### [Brief]
A copy is needed of each line in the records that has the word "Order".

Dataset records
= = =
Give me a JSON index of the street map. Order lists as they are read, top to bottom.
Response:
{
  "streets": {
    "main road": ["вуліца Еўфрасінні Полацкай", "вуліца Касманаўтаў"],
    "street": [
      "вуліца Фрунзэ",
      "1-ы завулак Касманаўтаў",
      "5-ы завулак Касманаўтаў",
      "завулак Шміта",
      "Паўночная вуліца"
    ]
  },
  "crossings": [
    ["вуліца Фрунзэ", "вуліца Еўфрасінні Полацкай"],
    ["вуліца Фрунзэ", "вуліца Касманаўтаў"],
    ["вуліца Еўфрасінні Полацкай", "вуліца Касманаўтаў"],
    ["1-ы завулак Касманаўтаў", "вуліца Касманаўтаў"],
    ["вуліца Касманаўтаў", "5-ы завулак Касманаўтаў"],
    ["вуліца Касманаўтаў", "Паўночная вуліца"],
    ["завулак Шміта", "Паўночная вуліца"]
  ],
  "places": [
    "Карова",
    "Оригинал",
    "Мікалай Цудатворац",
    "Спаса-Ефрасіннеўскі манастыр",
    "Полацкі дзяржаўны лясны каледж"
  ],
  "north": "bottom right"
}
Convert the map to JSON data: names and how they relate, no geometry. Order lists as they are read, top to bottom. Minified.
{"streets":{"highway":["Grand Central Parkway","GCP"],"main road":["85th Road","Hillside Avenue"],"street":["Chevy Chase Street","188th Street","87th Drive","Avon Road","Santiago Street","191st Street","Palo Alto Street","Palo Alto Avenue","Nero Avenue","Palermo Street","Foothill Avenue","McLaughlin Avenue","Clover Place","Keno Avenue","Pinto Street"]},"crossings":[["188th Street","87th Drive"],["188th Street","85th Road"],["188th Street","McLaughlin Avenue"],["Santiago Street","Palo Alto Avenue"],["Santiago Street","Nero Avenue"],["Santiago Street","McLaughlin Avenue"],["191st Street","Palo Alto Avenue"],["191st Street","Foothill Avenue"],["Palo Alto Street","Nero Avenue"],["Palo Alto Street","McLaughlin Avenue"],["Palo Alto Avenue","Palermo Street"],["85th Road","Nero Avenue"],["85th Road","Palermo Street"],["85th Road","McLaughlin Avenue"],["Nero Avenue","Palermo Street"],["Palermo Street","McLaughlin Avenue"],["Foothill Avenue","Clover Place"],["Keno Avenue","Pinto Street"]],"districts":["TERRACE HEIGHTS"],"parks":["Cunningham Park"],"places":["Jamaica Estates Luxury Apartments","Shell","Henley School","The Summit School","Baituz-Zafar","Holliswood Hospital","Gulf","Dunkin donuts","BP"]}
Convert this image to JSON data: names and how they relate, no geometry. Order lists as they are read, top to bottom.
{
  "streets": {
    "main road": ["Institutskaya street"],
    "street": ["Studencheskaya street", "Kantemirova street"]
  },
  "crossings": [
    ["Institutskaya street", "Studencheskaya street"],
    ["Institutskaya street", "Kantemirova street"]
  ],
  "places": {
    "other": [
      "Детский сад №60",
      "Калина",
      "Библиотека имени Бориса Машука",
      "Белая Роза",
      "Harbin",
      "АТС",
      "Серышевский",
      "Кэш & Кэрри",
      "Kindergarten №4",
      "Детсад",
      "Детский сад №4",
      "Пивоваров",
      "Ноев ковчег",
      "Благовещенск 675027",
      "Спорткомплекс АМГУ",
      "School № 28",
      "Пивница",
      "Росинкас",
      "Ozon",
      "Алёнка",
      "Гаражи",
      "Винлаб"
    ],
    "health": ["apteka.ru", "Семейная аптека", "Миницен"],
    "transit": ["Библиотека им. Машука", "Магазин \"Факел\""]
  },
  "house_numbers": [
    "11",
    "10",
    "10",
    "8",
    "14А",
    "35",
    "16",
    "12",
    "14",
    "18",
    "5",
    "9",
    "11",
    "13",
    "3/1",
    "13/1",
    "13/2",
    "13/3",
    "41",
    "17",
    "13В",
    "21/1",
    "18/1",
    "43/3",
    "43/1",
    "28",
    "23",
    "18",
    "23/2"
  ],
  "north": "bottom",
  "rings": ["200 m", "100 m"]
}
= = =
### [Answer to this exercise]
Give me a JSON index of the street map. Order lists as they are read, top to bottom.
Convert the map to JSON data: names and how they relate, no geometry. Order lists as they are read, top to bottom. Minified.
Convert this image to JSON data: names and how they relate, no geometry. Order lists as they are read, top to bottom.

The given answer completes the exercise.